*Raw data:*
----

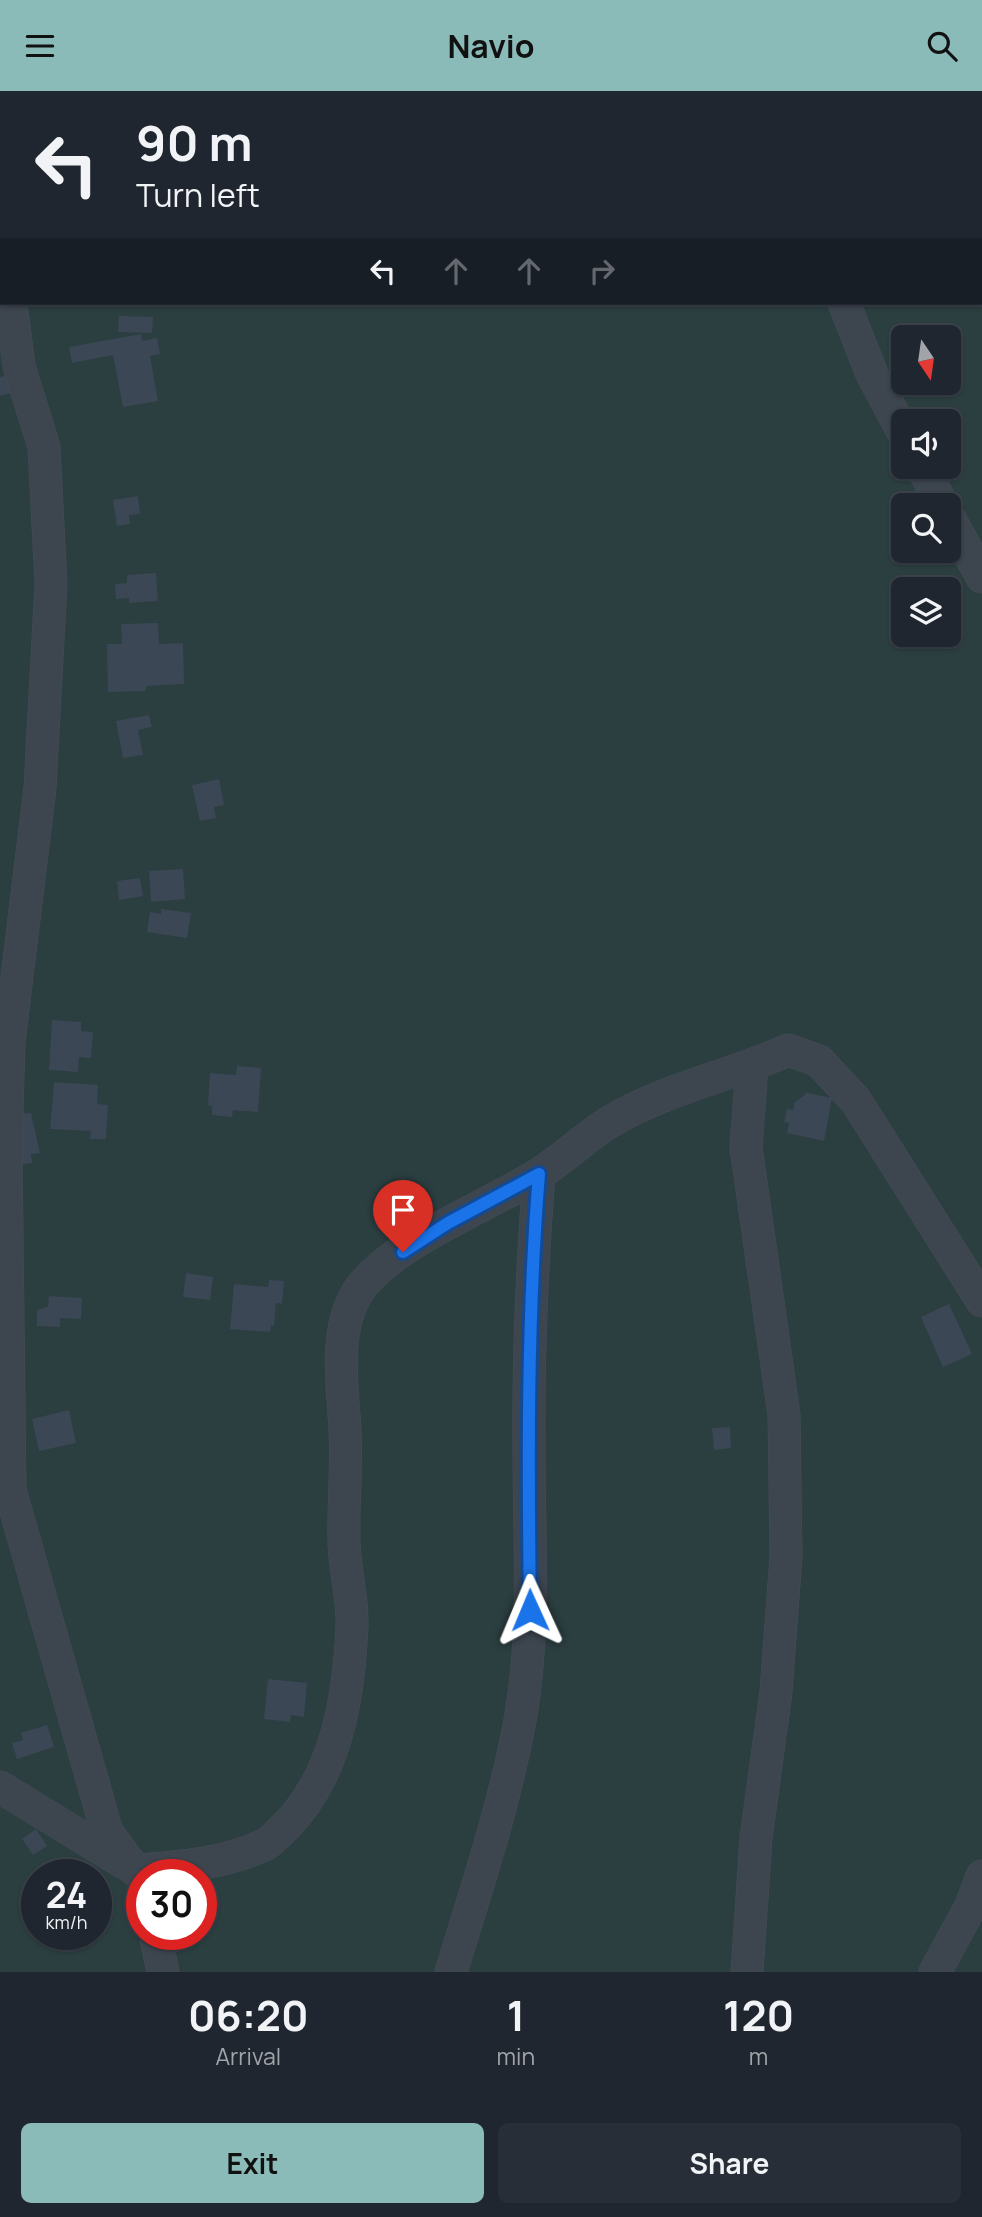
<!DOCTYPE html>
<style>
body{margin:0;font-family:Manrope,sans-serif;background:#272e37;color:#f1f3f6;height:100vh;display:flex;flex-direction:column;font-size:26px;white-space:nowrap}
*{box-sizing:border-box;margin:0}
p{font-size:23px;color:#a1a5aa}
.icon{flex:none;width:38px;height:38px;fill:none;stroke:currentColor;stroke-width:2;stroke-linecap:round;stroke-linejoin:round}
.map{position:relative;height:1881px;overflow:hidden}
.panel{display:flex;flex-direction:column;background:#1f262f;flex:1}
.panel>*{flex:none}
.top-card{position:absolute;left:0px;top:0px;width:984px;height:214px;box-shadow:0 2px 5px #0004,0 0 0 2px #3c434b;background:#1f262f;color:#f1f3f6;overflow:hidden}
.needle{width:46px;rotate:167deg}
.fabs{position:absolute;left:891px;top:234px;display:grid;gap:14px}
.fabs a{display:grid;place-items:center;width:70px;height:70px;border-radius:10px;background:#1f262f;box-shadow:0 2px 5px #0004,0 0 0 2px #3c434b;font-size:35px}
.speed{position:absolute;left:21px;top:1768px;display:flex;gap:14px;font-size:35px;font-weight:700;text-align:center}
.speed>*{display:grid;place-content:center;width:91px;height:91px;border-radius:50%;background:#1f262f;box-shadow:0 2px 5px #0004,0 0 0 2px #3c434b;line-height:1}
.speed small{font-size:18px;font-weight:400}
.speed .limit{border:10px solid #d22;background:#fff;color:#111}
.pin{position:absolute;display:grid;place-items:center;width:60px;height:60px;color:#fff;margin:-72px -30px;border-radius:50% 50% 50% 0;rotate:-45deg;box-shadow:0 0 7px #0007}
.pin .icon{rotate:45deg}
.me{position:absolute;width:77px;margin:-38px;rotate:359deg;stroke-linejoin:round;filter:drop-shadow(0 0 5px #0008)}
.turn{display:flex;align-items:center;gap:24px;height:147px;padding:0 21px;font-size:32px}
.turn .icon{width:91px;height:91px;stroke-width:2.5}
.turn b{display:block;font-size:49px;line-height:60px}
.lanes{display:flex;align-items:center;height:66px;padding:0 21px;background:#0003;justify-content:center;gap:35px;direction:ltr}
.lanes .off{opacity:.35}
.eta{display:flex;justify-content:space-evenly;align-items:center;height:119px;text-align:center}
.eta b{font-size:42px;font-weight:700;line-height:49px}
.primary-button{display:flex;gap:14px;margin-top:auto;padding:14px 21px}
.primary-button a{flex:1;height:80px;border-radius:10px;background:#8bbbb9;color:#111;font-size:28px;font-weight:700;line-height:80px;text-align:center}
.primary-button a+a{background:#272e37;color:#f1f3f6}
header{display:flex;justify-content:space-between;align-items:center;height:91px;padding:0 21px;background:#8bbbb9;color:#111;font-size:32px;font-weight:700}
.map>svg:first-child{display:block}
.green{fill:#2b3e40;fill-rule:evenodd}
.building{fill:#3b4755}
.lines{fill:none;stroke-linecap:round;stroke-linejoin:round}
.minor-casing{stroke:#464e58;stroke-width:33}
.minor{stroke:#3d454f;stroke-width:32}
.route-casing{stroke:#114b97;stroke-width:18}
.route{stroke:#1a73e8;stroke-width:12}
</style>
<header><svg class="icon" aria-label="menu" viewBox="0 0 24 24"><path d="M4 6h16M4 12h16M4 18h16"/></svg>Navio<svg class="icon" aria-label="search" viewBox="0 0 24 24"><circle cx="10" cy="10" r="6"/><path d="M15 15l6 6"/></svg></header>
<div class="map">
<svg width="982" height="1881" viewBox="0 0 982 1881">
<rect width="100%" height="100%" fill="#29333f"/>
<!-- green -->
<path class="green" d="M0 0H982V1881H0ZM2 2H982V212H2ZM903 247H948V292H903ZM903 331H948V376H903ZM903 415H948V460H903ZM903 499H948V544H903ZM37 1783H96V1843H37ZM142 1783H201V1843H142Z"/>
<!-- building -->
<path class="building" d="M119 225 153 226 152 242 118 241Z
M141 243 142 250 157 247 160 263 150 265 158 310 123 316 113 264 72 272 69 256Z
M8 284 12 302 0 305V286Z
M138 405 140 423 129 424 130 433 117 435 113 409Z
M156 482 158 510 129 512V507L116 508 115 493 127 492V484Z
M158 532 159 553 183 552 184 593 147 595 145 600 108 601 107 553H122L121 533Z
M149 624 152 636 138 639 143 664 123 667 116 630Z
M219 688 224 714 214 716 216 727 200 730 192 694Z
M183 778 185 808 151 811 149 780Z
M140 787 143 805 119 809 117 790Z
M161 818 191 822 187 847 147 841 150 821 161 823Z
M52 929 81 931V940L93 941 91 967 79 966 78 981 49 979Z
M237 975 261 977 258 1021 233 1019 232 1026 212 1024V1015L208 1014 210 982 236 984Z
M54 991 98 994 97 1013 108 1014 106 1048H90L91 1040 50 1038Z
M807 1002 832 1007 824 1050 787 1042 789 1032 784 1031 787 1018 793 1019 794 1012Z
M31 1022 40 1062 31 1063 32 1072 19 1074 14 1023Z
M186 1182 213 1186 210 1209 183 1206Z
M269 1189 284 1190 282 1213 276 1212 274 1235 271 1234 270 1241 230 1238 234 1193 268 1196Z
M49 1205 82 1207 81 1228 60 1227V1236L37 1235V1219L48 1216Z
M949 1213 972 1263 943 1276 921 1226Z
M69 1319 76 1352 39 1360 32 1328Z
M730 1336 731 1357 714 1359 712 1337Z
M268 1588 307 1592 304 1626 291 1624 290 1631 264 1628Z
M47 1634 54 1656 17 1668 12 1652 23 1649 21 1642Z
M36 1738 47 1755 33 1764 22 1748Z"/>
<g class="lines">
<defs>
<path id="minor" d="M743 0V2
M53 2 54 0
M11 212 19 275 44 356 51 493 40 697 9 951 6 1056 10 1399 107 1741 135 1779C179 1776 226 1773 266 1753 273 1749 278 1742 284 1737 337 1685 349 1605 352 1534 353 1506 344 1477 344 1449 343 1413 347 1376 345 1340 343 1296 333 1242 357 1202 389 1152 489 1115 539 1083 565 1067 587 1044 613 1029 668 997 731 985 788 959L819 970 856 1010 982 1210
M844 212 872 283 903 341
M922 376 943 415
M948 425 982 486
M0 1696 124 1772
M155 1843 163 1881
M451 1881C476 1800 503 1718 519 1635 536 1545 529 1450 529 1359 528 1267 532 1175 539 1083
M747 1881 756 1747 776 1601 786 1465 784 1324 746 1056 752 975
M935 1881 971 1815 982 1785"/>
</defs>
<!-- minor casing -->
<use href="#minor" class="minor-casing"/>
<!-- minor -->
<use href="#minor" class="minor"/>
</g>
<g class="lines">
<defs>
<path id="route" d="M403 1161 448 1132 539 1083C527 1228 528 1373 530 1519"/>
</defs>
<!-- route casing -->
<use href="#route" class="route-casing"/>
<!-- route -->
<use href="#route" class="route"/>
</g>
</svg>
<div class="fabs">
<a><svg class="needle" viewBox="-14 -14 28 28"><path d="M0-13l5 13h-10z" fill="#e53935"/><path d="M0 13l5-13h-10z" fill="#a1a5aa"/></svg></a>
<a><svg class="icon" aria-label="sound" viewBox="0 0 24 24"><path d="M4 9h4l5-4v14l-5-4H4zM17 9q2 3 0 6"/></svg></a>
<a><svg class="icon" aria-label="search" viewBox="0 0 24 24"><circle cx="10" cy="10" r="6"/><path d="M15 15l6 6"/></svg></a>
<a><svg class="icon" aria-label="layers" viewBox="0 0 24 24"><path d="M12 4l9 5-9 5-9-5zM3 14l9 5 9-5"/></svg></a>
</div>
<div class="speed"><div>24<small>km/h</small></div><div class="limit">30</div></div>
<div class="pin" style="left:403px;top:1161px;background:#d93025"><svg class="icon" aria-label="arrive" viewBox="0 0 24 24"><path d="M6 21V4h12l-3 4 3 4H6"/></svg></div>
<svg class="me" style="left:530px;top:1519px" viewBox="-20 -20 40 40"><path d="M0-17L14 15 0 8-14 15z" fill="#1a73e8" stroke="#fff" stroke-width="4"/></svg>
<div class="top-card">
<div class="turn"><svg class="icon" aria-label="left" viewBox="0 0 24 24"><path d="M17 20v-9H6M10 6l-5 5 5 5"/></svg><div><b>90 m</b>Turn left</div></div>
<div class="lanes"><svg class="icon" aria-label="left" viewBox="0 0 24 24"><path d="M17 20v-9H6M10 6l-5 5 5 5"/></svg><svg class="icon off" aria-label="ahead" viewBox="0 0 24 24"><path d="M12 20V5M6 11l6-6 6 6"/></svg><svg class="icon off" aria-label="ahead" viewBox="0 0 24 24"><path d="M12 20V5M6 11l6-6 6 6"/></svg><svg class="icon off" aria-label="right" viewBox="0 0 24 24"><path d="M7 20v-9h11M14 6l5 5-5 5"/></svg></div>
</div>
</div>
<section class="panel">
<div class="eta">
<div><b>06:20</b><p>Arrival</p></div>
<div><b>1</b><p>min</p></div>
<div><b>120</b><p>m</p></div>
</div>
<div class="primary-button"><a>Exit</a><a>Share</a></div>
</section>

----

*Problem description:*
Show all lines of the material in which the word "center" can be found.

*Answer:*
.fabs a{display:grid;place-items:center;width:70px;height:70px;border-radius:10px;background:#1f262f;box-shadow:0 2px 5px #0004,0 0 0 2px #3c434b;font-size:35px}
.speed{position:absolute;left:21px;top:1768px;display:flex;gap:14px;font-size:35px;font-weight:700;text-align:center}
.speed>*{display:grid;place-content:center;width:91px;height:91px;border-radius:50%;background:#1f262f;box-shadow:0 2px 5px #0004,0 0 0 2px #3c434b;line-height:1}
.pin{position:absolute;display:grid;place-items:center;width:60px;height:60px;color:#fff;margin:-72px -30px;border-radius:50% 50% 50% 0;rotate:-45deg;box-shadow:0 0 7px #0007}
.turn{display:flex;align-items:center;gap:24px;height:147px;padding:0 21px;font-size:32px}
.lanes{display:flex;align-items:center;height:66px;padding:0 21px;background:#0003;justify-content:center;gap:35px;direction:ltr}
.eta{display:flex;justify-content:space-evenly;align-items:center;height:119px;text-align:center}
.primary-button a{flex:1;height:80px;border-radius:10px;background:#8bbbb9;color:#111;font-size:28px;font-weight:700;line-height:80px;text-align:center}
header{display:flex;justify-content:space-between;align-items:center;height:91px;padding:0 21px;background:#8bbbb9;color:#111;font-size:32px;font-weight:700}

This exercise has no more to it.